----- Record excerpts
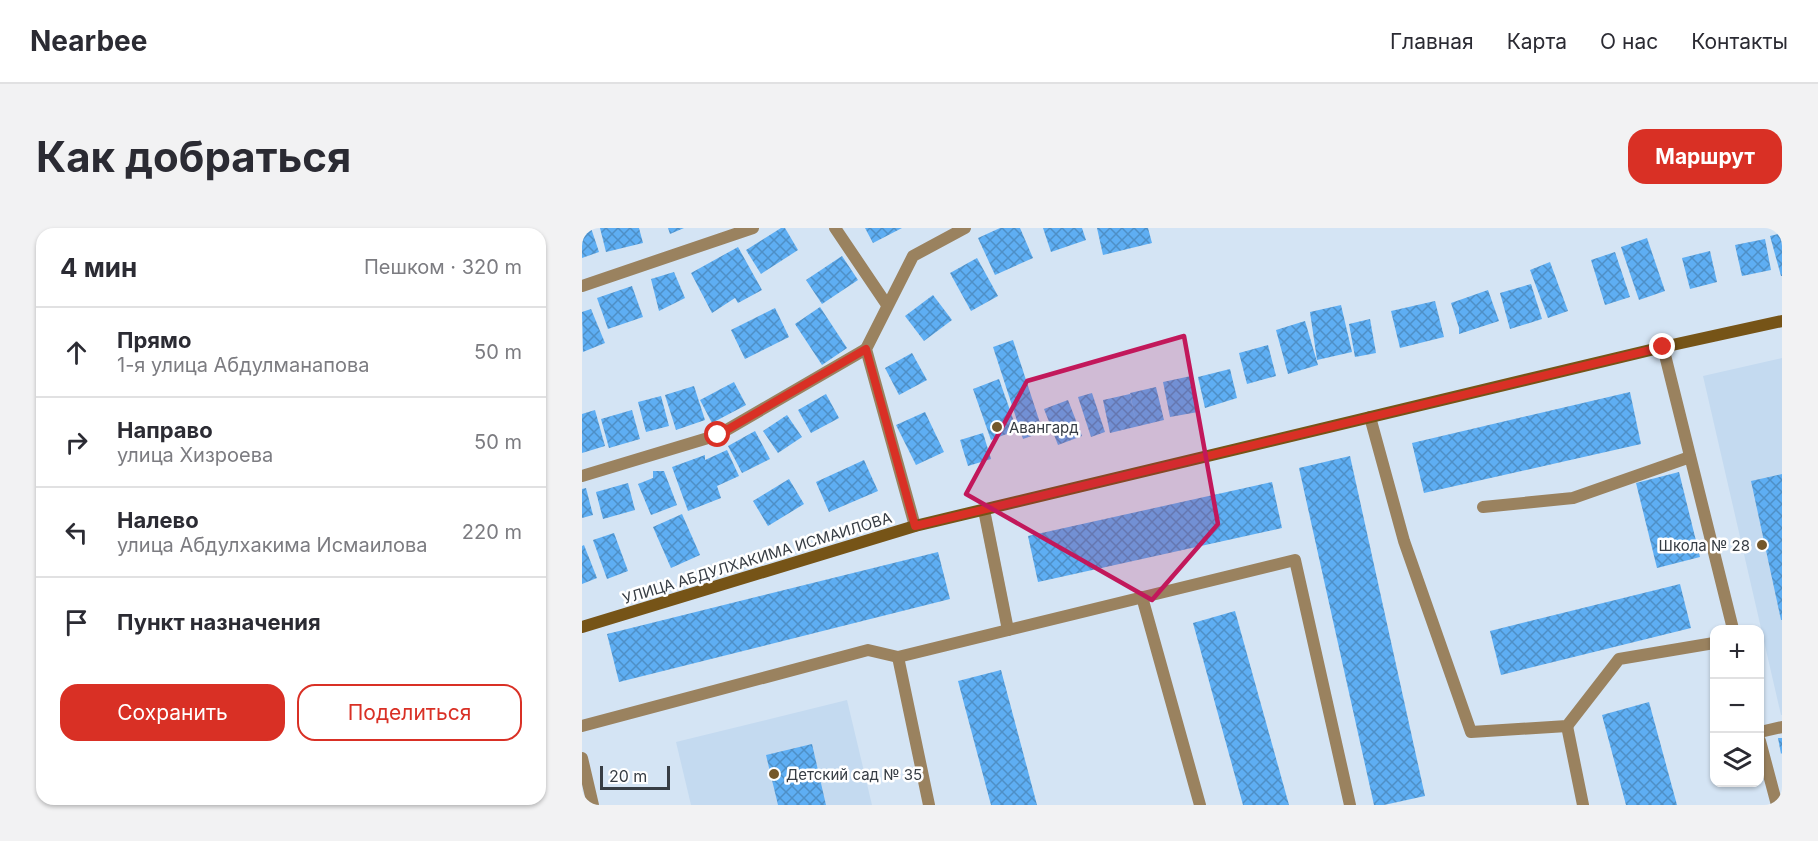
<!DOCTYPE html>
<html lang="ru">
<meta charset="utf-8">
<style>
body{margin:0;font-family:Inter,sans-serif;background:#f2f2f3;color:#2b2b33}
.controls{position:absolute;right:18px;bottom:18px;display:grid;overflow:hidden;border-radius:12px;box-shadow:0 2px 4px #0004}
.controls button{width:54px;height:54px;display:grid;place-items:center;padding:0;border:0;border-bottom:2px solid #e1e1e2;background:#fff;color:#2b2b33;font:30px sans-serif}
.scale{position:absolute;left:18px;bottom:15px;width:70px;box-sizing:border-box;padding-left:6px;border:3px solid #373d44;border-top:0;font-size:16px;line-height:21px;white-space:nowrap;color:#373d44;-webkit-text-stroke:4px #fff;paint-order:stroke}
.stop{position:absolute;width:18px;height:18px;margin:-14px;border:4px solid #d93025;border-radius:50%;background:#fff}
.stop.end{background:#d93025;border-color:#fff;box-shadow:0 2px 6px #0008}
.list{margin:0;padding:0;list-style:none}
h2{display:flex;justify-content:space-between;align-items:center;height:78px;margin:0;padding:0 24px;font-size:26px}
h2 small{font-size:20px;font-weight:400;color:#7c7c81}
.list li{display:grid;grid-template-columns:39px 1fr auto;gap:18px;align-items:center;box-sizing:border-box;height:90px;padding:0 24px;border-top:2px solid #e1e1e2}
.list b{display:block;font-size:22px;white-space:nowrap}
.list p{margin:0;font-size:20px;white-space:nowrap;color:#7c7c81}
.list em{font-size:20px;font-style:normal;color:#7c7c81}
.actions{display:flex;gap:12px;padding:18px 24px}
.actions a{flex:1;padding:14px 0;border:2px solid #d93025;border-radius:18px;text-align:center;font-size:21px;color:#d93025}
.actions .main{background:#d93025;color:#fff}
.icon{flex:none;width:33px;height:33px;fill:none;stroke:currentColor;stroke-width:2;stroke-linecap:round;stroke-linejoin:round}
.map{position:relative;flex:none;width:1200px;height:577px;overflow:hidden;border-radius:18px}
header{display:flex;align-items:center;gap:36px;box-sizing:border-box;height:84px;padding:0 30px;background:#fff;border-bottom:2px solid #e1e1e2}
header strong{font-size:28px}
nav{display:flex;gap:33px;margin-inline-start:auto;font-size:21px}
.intro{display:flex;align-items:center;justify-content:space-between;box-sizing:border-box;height:144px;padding:0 36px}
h1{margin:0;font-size:42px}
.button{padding:15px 27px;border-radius:18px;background:#d93025;color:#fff;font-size:21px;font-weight:700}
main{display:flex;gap:36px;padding:0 36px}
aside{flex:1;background:#fff;border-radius:18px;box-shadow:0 2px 4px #0004}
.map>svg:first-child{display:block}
.built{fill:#c4daf0}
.building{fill:url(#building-cross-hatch)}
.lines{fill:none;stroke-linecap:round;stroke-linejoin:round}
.lane{stroke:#9a825f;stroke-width:12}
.street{stroke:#9a825f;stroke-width:12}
.secondary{stroke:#765417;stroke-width:12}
.route{stroke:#d93025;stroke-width:8}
.marked{fill:#c2185b;fill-opacity:0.2;stroke:#c2185b;stroke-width:4.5;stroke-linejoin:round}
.poi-dot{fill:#74582b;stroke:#fff;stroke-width:2}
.labels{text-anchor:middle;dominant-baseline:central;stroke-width:5;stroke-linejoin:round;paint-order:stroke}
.poi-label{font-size:15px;fill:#373d44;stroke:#fff;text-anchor:start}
.street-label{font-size:15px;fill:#373d44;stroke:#fff}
</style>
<header>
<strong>Nearbee</strong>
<nav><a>Главная</a><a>Карта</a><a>О нас</a><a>Контакты</a></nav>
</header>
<div class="intro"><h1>Как добраться</h1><a class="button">Маршрут</a></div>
<main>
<aside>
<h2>4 мин<small>Пешком · 320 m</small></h2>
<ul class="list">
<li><svg class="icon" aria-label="ahead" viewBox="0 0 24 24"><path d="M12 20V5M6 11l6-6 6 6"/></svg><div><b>Прямо</b><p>1-я улица Абдулманапова</p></div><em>50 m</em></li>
<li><svg class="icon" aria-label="right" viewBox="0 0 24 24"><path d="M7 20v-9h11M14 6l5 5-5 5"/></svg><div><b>Направо</b><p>улица Хизроева</p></div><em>50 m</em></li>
<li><svg class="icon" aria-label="left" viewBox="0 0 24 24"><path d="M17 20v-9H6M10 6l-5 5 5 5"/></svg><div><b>Налево</b><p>улица Абдулхакима Исмаилова</p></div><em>220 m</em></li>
<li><svg class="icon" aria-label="arrive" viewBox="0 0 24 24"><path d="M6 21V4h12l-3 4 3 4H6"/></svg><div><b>Пункт назначения</b></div></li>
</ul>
<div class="actions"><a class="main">Сохранить</a><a>Поделиться</a></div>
</aside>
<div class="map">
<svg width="1200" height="577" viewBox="0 0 1200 577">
<defs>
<pattern id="building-cross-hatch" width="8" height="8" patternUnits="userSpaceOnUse" patternTransform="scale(1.5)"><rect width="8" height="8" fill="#5eaef3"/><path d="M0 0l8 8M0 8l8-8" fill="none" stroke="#4e8fc6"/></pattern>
</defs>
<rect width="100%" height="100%" fill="#d4e4f4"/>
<g class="built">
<polygon points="1200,130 1200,487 1199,487 1121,148"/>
<polygon points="265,472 290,577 109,577 94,514"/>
</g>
<g class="building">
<polygon points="0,0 9,0 17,24 0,30"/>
<polygon points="18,0 57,0 61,15 24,24"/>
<polygon points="86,0 102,0 88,6"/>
<polygon points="199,0 203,0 216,22 179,46 164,22"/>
<polygon points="283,0 320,0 291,15"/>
<polygon points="418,0 438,0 451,30 413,47 396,10"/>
<polygon points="461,0 500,0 504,12 469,24"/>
<polygon points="515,0 566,0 570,15 521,27"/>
<polygon points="1200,5 1200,48 1199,48 1188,8"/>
<polygon points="1065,10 1083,63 1057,72 1039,19"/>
<polygon points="1183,11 1189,42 1160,48 1153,17"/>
<polygon points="156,19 180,62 156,75 153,70 130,85 109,45"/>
<polygon points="1128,23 1135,54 1108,61 1100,30"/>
<polygon points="1033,24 1048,69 1023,77 1009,32"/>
<polygon points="260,28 276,52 240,76 224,52"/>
<polygon points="395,30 416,68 389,83 368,45"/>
<polygon points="968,34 986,83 966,90 948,42"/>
<polygon points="92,44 103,70 77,83 69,51"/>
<polygon points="949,56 960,91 928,101 918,65"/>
<polygon points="50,58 61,89 26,101 15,70"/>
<polygon points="906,62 917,93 877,106 877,100 869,75"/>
<polygon points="351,67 370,92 342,113 323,88"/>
<polygon points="853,73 862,109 818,120 809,83"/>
<polygon points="759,77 770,124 735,132 728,84"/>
<polygon points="238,79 265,120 240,137 213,96"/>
<polygon points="193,80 207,109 163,131 149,102"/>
<polygon points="9,81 23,115 1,124 0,84"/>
<polygon points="788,91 794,125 773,129 767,96"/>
<polygon points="723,93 736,137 706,146 694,102"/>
<polygon points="431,112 461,204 441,211 411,119"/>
<polygon points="686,117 694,148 665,156 657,125"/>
<polygon points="330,125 345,152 317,167 303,140"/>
<polygon points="648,141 655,170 623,180 616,149"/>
<polygon points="609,148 616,184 588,189 581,154"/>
<polygon points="417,151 435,202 409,212 391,161"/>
<polygon points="152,154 164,177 130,195 118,172"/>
<polygon points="112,158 123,192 94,202 83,167"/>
<polygon points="574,159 582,192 528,205 521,172 548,166 554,195 548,165"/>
<polygon points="1048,164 1059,216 842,265 830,215"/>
<polygon points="510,165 523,204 509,209 496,169"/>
<polygon points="244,166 257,190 229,205 216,182"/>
<polygon points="79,168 87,198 64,204 56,174"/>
<polygon points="486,172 500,208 476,217 462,181"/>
<polygon points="13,182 23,218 0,225 0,186"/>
<polygon points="50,182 58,211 27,220 19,191"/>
<polygon points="343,184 362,224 334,237 314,197"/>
<polygon points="205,187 220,209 196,225 181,203"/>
<polygon points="173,203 188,231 160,245 146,218"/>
<polygon points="401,205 409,231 386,238 378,212"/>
<polygon points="145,222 157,248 135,258 139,270 106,283 90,239 123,227 123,232"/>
<polygon points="768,228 843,568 802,577 792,577 717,240"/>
<polygon points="282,232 296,263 247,284 234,254"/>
<polygon points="71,243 82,243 95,277 69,287 56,256 71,250"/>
<polygon points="1097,244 1118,329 1075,340 1054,255"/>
<polygon points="1200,246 1200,392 1199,392 1169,253"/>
<polygon points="207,251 222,276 186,298 171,273"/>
<polygon points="690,254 700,300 456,354 446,308"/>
<polygon points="46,255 53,282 21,291 14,264"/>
<polygon points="4,260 11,287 0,290 0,261"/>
<polygon points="100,286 118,327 89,340 71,299"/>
<polygon points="32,305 46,343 25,351 11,312"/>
<polygon points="2,317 15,350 0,356 0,318"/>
<polygon points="356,324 368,371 37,454 25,406"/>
<polygon points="1098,356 1109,400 919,447 908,403"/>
<polygon points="653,383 707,577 661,577 611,395"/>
<polygon points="419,442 455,577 409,577 376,453"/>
<polygon points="1067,474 1095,577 1044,577 1020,487"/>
<polygon points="1196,510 1200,510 1200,525 1199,526"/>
<polygon points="230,516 244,577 196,577 184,527"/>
</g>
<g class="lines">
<g class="lane">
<polyline points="788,189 822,313 889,504 985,498 1037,431 1132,415"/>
<polyline points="901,279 991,270 1108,229"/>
<polyline points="402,282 426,402"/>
<polyline points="560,369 618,577"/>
<polyline points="0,498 286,422 316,429"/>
<polyline points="985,498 1001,577"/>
<polyline points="1178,504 1200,499"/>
<polyline points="0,530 11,577"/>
<polyline points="347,577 316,429 713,332 768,577"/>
</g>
<g class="street">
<polyline points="253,0 305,77"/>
<polyline points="0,58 171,0"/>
<polyline points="1081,119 1151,401"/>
<polyline points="0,248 136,207 284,121"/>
<polyline points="333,298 284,121 331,28 383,0"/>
<polyline points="1178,513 1195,577"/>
</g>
<polyline class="secondary" points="0,399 333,298 1081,119 1200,93"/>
</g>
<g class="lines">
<polyline class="route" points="136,207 284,121 333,298 1081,119"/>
</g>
<path class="marked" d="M602 108 636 296 570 372 384 266 445 153Z"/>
<g class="poi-dot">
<circle cx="415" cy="199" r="6"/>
<circle cx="1180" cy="317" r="6"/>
<circle cx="192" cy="546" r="6"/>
</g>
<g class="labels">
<g class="poi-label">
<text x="427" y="199">Авангард</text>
<text x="1168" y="317" text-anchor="end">Школа № 28</text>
<text x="204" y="546">Детский сад № 35</text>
</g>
<g class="street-label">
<text transform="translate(175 330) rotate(-17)">УЛИЦА АБДУЛХАКИМА ИСМАИЛОВА</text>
</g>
</g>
</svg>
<div class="controls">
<button>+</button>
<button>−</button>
<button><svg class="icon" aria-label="layers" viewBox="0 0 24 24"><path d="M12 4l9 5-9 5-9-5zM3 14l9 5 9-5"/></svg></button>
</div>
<div class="scale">20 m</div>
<div class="stop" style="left:136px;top:207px"></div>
<div class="stop end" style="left:1081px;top:119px"></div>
</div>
</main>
----------
## Exercise objective
Search the data for "header" and list every line in which it occurs.

## Response
header{display:flex;align-items:center;gap:36px;box-sizing:border-box;height:84px;padding:0 30px;background:#fff;border-bottom:2px solid #e1e1e2}
header strong{font-size:28px}
<header>
</header>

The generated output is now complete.